Despite these downfalls, this is still significantly less effort than renaming everything. All you need to do is add this to your advancedsettings.xml:
Code:
<advancedsettings>
    <video> <!-- Stop XBMC indexing some unwanted common items -->        
        <excludetvshowsfromscan action="prepend">
            <regexp>(?i)sample</regexp> <!-- Greedy, whole path, case insensitive ignore -->
            <regexp>(?i)uTorrentPartFile</regexp>  <!-- Ignore common scrap files -->
            <regexp>[\/\\][sS]pecials?[\/\\]</regexp>
            <regexp>[\/\\][Ee]xtras?[\/\\]</regexp>
            <regexp>(?i)[\. \-_](?:nc)?(?:op|ed|sp|pv)[\. \-_\(\[\d]</regexp>
        </excludetvshowsfromscan>
    </video>

    <tvshowmatching action="prepend"> <!-- remove this if not using smb:// or nfs:// :  [\\/][\\/].*? -->
        <regexp>(?i)[\\/][\\/].*?[\/\\].*?Season (\d+).*?[\\/].*[\. \-_\[](?:ep)?(\d\d)(?:[_\-\. ]?v\d)?[\. \-_\(\[].*[\]\)].*$</regexp>
        <regexp>(?i)[\\/][\\/].*?[\/\\].*?[\. \-_\[](?:ep)?(\d\d\d?)(?:[_\-\. ]?v\d)?[\. \-_\(\[].*[\]\)].*$</regexp>
        <regexp>(?i)[\\/][\\/].*?[\/\\].*?[\. \-_](\d\d?)x(\d\d?)[\. \-_].*?\.(?:mkv|mp4|avi)$</regexp>
        <regexp>(?i)[\\/][\\/].*?[\/\\].*?S(\d\d)E(\d\d).*</regexp>
    </tvshowmatching>

    <tvshowmatching action="append">

        <!-- I didn't write this block, but it's useful -->
        <regexp>(?i)[/\\](?:s|season)\W?(\d{1,2})\D*[/\\]\D+[\. _\-](\d{1,2})[\. _\-]\D+</regexp>
        <regexp>(?i)[/\\](?:s|season)\W?(\d{1,2})\D*[/\\].*?\D\1(\d\d)(?!.*])</regexp>
        <regexp>(?i)[/\\](?:s|season)\W?(\d{1,2})\D*[/\\](\d{1,2})\W([^/\\]*)</regexp>
        <regexp>(?i)[/\\](?:s|season)\W?(\d{1,2})\D*[/\\].*?\Wep?\.?(\d{1,2})\W([^/\\]*)</regexp>
        <regexp>(?i)[/\\](?:s|season)\W?(\d{1,2})\D*[/\\].*?\W?episode\W?(\d{1,2})\W([^/\\]*)</regexp>
        <regexp>(?i)[/\\](?:s|season)\W?(\d{1,2})\D*[/\\].*?\Wpart\W?(\d{1,2})\W([^/\\]*)</regexp>
        <regexp>(?i)[/\\](?:s|season)\W?(\d{1,2})\D*[/\\].*?\Wchapter\W?(\d{1,2})\W([^/\\]*)</regexp>
        <regexp>(?i)[/\\](?:s|season)\W?(\d{1,2})\D*[/\\].*?\1\W?x\W?(\d{1,2})([^/\\]*)</regexp> >
        <regexp>(?i)[/\\](?:s|season)\W?(\d{1,2})\D*[/\\].*?s0?\1[ex.]{0,2}(\d{1,2})([^/\\]*)</regexp>
        
        <regexp>(?i)[\\/][\\/].*?[\\/].*?Season (\d+).*?[\\/].*?[\. \-_\[(?:ep)](\d\d?)v?\d?.*?\.(?:mkv|mp4|avi)$</regexp><!-- last resort -->
        <regexp>(?i)[\\/][\\/].*?[\\/].*?[\. \-_\[(?:ep)](\d\d?)v?\d?.*?\.(?:mkv|mp4|avi)$</regexp><!-- last resort -->
    </tvshowmatching>
</advancedsettings>

If you aren't using nfs or smb, remove all instances of this from the code:
Code:
[\\/][\\/].*?

That should be it! Enjoy your plot spoilers and lewd fanart!
Reply
#2
So what do you recommend I use if the Tvdb has the incorrect information on episodes (for instance the japanese Dragon ball z does not match up to the US)
Reply
#3
Hello,

Sorry to revive this old thread.

First of all let me say a great thanks for the scripts they were a great help! thanks for sharing!

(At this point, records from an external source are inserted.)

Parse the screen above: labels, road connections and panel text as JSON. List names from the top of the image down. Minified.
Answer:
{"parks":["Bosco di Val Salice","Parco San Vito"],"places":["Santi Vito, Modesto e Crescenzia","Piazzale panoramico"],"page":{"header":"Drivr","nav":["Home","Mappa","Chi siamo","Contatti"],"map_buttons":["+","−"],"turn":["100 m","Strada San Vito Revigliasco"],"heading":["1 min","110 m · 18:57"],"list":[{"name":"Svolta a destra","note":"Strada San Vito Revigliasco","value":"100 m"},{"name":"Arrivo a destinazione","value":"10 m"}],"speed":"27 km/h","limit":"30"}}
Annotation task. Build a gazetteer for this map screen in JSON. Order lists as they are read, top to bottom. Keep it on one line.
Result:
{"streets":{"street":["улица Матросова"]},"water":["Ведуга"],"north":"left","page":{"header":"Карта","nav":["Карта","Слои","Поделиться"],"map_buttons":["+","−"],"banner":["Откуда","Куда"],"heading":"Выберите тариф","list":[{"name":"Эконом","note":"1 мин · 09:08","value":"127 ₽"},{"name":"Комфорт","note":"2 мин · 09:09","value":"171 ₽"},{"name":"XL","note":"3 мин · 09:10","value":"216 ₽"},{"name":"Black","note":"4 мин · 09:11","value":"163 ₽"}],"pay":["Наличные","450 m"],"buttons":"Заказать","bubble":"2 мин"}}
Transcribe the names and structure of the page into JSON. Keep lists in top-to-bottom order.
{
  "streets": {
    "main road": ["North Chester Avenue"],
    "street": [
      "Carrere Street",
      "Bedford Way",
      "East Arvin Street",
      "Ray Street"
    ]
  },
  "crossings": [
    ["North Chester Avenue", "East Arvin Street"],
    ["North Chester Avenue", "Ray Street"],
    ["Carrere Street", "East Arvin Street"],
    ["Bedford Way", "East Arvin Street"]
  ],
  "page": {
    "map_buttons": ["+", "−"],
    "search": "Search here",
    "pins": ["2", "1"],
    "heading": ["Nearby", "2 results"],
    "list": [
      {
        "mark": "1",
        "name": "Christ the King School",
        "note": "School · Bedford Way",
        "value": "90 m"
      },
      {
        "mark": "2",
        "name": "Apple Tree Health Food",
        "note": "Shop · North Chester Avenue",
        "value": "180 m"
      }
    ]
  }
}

I have come across a small problem with certain episode names which contain numbers. These are not recognized correctly.

For example: Bubblegum Crisis Tokyo 2040 - 01 - Can`t Buy a Thrill [anime-takeover].ogm

Is there a solution to this?
Reply
#4
(2015-04-25, 12:17)splatterpop Wrote: Hello,

Sorry to revive this old thread.

First of all let me say a great thanks for the scripts they were a great help! thanks for sharing!

I have come across a small problem with certain episode names which contain numbers. These are not recognized correctly.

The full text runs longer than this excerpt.